THE DATA.

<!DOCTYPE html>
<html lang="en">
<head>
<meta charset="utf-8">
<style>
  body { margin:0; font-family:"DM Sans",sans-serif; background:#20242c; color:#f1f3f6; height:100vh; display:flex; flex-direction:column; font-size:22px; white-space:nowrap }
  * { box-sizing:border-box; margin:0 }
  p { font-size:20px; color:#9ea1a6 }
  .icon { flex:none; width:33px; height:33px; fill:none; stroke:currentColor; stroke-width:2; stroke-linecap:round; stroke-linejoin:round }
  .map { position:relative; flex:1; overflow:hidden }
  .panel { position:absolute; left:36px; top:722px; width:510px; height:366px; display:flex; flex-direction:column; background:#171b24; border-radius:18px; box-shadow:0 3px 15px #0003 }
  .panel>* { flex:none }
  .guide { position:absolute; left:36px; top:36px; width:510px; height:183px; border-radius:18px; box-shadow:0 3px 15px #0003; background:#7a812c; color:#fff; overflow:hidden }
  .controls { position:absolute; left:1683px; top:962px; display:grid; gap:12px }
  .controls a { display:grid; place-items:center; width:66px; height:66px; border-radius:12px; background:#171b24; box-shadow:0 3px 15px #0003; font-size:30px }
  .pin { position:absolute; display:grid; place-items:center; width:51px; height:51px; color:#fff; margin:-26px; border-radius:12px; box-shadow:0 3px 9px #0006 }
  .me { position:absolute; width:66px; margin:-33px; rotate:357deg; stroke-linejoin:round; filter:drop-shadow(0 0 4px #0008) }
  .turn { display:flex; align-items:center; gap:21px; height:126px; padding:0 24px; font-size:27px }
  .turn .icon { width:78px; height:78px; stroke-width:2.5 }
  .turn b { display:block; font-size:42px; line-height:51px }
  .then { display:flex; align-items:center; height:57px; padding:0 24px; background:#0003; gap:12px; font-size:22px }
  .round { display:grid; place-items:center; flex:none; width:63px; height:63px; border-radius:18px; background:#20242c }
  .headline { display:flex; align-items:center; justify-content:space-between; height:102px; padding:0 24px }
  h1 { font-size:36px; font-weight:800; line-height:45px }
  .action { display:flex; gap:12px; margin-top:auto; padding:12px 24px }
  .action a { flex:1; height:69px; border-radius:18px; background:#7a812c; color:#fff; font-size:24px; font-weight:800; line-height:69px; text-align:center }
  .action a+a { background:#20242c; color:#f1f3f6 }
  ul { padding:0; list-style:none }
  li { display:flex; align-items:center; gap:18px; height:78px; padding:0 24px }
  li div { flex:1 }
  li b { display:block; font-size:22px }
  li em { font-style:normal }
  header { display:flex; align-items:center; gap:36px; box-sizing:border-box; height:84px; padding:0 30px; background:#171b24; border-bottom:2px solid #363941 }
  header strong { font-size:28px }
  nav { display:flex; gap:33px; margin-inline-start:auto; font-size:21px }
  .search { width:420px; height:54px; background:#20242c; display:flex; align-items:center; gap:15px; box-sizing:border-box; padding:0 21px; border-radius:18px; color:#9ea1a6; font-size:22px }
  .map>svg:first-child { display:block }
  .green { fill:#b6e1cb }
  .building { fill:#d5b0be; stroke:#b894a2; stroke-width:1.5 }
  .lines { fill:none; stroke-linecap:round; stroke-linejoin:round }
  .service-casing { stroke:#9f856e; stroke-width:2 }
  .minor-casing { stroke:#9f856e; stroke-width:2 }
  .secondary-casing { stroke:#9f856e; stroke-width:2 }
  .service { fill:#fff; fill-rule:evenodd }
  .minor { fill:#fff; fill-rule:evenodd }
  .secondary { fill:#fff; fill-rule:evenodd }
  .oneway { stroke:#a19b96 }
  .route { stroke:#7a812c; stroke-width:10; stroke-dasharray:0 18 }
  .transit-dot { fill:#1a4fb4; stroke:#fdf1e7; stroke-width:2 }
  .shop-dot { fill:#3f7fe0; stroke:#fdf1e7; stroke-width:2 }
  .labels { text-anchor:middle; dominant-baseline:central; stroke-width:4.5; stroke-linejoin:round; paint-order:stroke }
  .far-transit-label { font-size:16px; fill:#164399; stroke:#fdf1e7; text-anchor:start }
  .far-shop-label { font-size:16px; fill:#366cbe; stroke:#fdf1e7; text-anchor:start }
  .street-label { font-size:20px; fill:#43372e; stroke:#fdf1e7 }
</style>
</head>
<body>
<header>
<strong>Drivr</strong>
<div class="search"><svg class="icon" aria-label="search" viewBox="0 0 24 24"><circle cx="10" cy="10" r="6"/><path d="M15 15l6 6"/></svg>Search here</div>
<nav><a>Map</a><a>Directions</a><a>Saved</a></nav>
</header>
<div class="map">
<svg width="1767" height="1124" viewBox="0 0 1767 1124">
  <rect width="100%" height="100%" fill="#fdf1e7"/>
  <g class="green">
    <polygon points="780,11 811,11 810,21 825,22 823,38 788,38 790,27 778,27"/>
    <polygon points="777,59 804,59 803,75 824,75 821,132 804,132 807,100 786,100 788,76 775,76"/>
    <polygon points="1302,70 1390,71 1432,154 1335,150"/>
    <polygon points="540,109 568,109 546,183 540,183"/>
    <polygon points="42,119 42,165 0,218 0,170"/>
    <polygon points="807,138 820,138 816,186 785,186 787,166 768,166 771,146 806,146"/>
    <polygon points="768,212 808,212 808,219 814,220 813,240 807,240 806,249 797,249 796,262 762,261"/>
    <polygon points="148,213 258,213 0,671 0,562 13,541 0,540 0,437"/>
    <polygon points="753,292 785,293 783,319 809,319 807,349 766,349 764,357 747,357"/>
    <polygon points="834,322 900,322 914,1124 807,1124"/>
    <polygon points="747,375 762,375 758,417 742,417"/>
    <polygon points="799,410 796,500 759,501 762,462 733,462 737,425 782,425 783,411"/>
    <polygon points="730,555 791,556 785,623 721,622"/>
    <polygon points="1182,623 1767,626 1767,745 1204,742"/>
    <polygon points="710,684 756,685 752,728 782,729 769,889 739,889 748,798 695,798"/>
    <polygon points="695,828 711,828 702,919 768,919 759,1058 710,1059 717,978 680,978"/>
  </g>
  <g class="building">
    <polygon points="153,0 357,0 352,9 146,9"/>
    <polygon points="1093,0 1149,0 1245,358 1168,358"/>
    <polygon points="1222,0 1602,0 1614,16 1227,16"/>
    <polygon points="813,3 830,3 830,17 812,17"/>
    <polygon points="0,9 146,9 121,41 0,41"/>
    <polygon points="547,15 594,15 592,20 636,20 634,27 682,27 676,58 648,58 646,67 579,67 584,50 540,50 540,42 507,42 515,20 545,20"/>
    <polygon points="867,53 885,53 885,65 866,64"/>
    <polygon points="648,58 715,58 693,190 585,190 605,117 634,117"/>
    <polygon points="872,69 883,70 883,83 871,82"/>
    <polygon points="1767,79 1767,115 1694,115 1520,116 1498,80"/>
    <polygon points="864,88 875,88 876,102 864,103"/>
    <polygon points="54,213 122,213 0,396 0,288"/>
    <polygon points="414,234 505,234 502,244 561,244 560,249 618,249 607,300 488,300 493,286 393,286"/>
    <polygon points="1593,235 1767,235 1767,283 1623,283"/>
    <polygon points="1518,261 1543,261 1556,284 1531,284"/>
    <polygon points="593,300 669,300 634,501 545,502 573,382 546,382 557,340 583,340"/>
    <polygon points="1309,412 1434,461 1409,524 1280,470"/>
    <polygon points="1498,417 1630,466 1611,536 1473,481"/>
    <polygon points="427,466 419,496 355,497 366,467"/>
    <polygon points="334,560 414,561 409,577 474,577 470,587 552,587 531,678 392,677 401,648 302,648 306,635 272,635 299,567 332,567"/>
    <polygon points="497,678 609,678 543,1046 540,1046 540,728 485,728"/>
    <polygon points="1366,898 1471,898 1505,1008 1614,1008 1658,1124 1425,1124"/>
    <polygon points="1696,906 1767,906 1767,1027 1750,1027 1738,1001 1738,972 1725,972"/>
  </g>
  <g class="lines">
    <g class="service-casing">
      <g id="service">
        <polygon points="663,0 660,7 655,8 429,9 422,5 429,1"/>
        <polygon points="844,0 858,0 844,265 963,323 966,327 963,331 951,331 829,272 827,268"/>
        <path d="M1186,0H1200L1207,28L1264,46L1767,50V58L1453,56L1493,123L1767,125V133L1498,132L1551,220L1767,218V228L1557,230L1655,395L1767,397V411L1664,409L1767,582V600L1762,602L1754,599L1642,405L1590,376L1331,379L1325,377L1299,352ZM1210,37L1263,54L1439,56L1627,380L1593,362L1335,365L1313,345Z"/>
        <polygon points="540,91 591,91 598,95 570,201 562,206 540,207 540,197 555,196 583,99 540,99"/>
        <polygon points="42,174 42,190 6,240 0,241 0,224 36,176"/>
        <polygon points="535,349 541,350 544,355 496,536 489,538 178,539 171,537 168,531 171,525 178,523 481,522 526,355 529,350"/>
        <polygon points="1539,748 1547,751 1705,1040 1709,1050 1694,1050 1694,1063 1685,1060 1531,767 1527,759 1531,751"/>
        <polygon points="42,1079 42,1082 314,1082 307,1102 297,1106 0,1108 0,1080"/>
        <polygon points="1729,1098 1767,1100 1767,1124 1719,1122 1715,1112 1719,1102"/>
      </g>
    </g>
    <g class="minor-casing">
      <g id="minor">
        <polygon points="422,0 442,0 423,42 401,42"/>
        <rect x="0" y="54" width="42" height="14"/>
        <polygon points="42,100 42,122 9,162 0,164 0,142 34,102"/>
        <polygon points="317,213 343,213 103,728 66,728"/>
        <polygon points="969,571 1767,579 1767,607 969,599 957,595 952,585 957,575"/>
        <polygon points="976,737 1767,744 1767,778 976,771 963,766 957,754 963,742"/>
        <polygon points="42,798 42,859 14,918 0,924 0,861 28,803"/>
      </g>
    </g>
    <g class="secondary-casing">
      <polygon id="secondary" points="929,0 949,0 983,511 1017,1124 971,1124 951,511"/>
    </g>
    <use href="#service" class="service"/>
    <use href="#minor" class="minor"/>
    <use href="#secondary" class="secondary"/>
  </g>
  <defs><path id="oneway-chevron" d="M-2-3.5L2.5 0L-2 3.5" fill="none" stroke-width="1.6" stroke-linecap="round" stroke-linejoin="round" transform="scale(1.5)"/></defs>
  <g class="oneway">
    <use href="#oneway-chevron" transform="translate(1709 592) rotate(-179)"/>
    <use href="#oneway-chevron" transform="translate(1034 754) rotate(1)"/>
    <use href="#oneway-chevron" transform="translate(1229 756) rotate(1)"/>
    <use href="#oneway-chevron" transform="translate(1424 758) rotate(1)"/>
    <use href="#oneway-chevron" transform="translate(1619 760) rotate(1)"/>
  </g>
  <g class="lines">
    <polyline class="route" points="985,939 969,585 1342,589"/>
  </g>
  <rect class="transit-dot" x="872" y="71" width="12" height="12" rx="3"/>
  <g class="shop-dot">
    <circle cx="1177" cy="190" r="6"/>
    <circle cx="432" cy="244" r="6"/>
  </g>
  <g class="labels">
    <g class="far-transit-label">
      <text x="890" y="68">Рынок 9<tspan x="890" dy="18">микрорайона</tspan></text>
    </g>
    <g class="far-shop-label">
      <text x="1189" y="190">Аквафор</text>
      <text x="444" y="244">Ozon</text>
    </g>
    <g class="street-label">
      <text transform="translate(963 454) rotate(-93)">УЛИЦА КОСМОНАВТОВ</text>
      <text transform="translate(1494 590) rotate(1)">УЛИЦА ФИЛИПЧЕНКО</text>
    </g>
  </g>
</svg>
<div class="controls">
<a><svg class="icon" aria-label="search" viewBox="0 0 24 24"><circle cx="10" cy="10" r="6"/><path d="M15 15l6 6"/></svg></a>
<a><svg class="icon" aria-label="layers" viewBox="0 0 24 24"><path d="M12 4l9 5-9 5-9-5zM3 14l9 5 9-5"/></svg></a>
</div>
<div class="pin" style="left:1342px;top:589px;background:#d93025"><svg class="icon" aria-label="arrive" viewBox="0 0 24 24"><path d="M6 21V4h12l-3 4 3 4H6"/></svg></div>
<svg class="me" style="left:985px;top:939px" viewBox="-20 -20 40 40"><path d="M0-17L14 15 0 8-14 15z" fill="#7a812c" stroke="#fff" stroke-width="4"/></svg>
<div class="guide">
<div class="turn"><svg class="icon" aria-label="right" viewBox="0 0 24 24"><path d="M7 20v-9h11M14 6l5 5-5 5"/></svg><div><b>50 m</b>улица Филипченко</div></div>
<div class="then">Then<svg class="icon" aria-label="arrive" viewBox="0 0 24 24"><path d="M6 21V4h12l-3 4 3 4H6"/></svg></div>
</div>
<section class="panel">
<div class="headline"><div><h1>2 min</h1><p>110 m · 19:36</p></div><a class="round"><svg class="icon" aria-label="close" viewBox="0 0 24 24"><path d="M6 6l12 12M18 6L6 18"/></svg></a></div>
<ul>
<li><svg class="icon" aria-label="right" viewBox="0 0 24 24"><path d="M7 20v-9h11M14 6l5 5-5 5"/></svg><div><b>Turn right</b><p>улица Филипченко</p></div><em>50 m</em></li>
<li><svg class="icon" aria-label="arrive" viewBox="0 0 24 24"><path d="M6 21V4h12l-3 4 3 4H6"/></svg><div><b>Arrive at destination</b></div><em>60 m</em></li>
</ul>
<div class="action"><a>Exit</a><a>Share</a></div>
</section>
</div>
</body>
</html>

WHAT THIS TASK INVOLVES. Please report every line among the entries that includes "controls".

RESULT.
  .controls { position:absolute; left:1683px; top:962px; display:grid; gap:12px }
  .controls a { display:grid; place-items:center; width:66px; height:66px; border-radius:12px; background:#171b24; box-shadow:0 3px 15px #0003; font-size:30px }
<div class="controls">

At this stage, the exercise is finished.